Your goal:
Retrieve every line from the records in which the word "image" occurs.

Data provided:
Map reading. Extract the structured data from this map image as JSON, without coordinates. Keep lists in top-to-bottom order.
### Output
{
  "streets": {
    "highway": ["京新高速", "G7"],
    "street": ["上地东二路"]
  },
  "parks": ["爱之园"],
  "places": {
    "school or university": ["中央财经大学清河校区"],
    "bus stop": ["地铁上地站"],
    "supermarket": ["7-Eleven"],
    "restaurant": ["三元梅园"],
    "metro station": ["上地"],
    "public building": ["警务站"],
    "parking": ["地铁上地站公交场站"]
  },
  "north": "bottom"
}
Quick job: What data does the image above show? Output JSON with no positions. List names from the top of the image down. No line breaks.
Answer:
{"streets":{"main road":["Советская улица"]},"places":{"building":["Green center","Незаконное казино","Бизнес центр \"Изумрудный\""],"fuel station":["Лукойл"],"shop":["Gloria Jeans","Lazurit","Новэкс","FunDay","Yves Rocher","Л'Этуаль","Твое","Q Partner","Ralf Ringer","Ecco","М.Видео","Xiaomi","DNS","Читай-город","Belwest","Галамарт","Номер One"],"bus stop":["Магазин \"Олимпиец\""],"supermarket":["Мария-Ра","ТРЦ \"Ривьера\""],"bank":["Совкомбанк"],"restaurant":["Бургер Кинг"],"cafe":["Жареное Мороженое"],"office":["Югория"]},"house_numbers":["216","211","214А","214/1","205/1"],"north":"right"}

Response below:
Map reading. Extract the structured data from this map image as JSON, without coordinates. Keep lists in top-to-bottom order.
Quick job: What data does the image above show? Output JSON with no positions. List names from the top of the image down. No line breaks.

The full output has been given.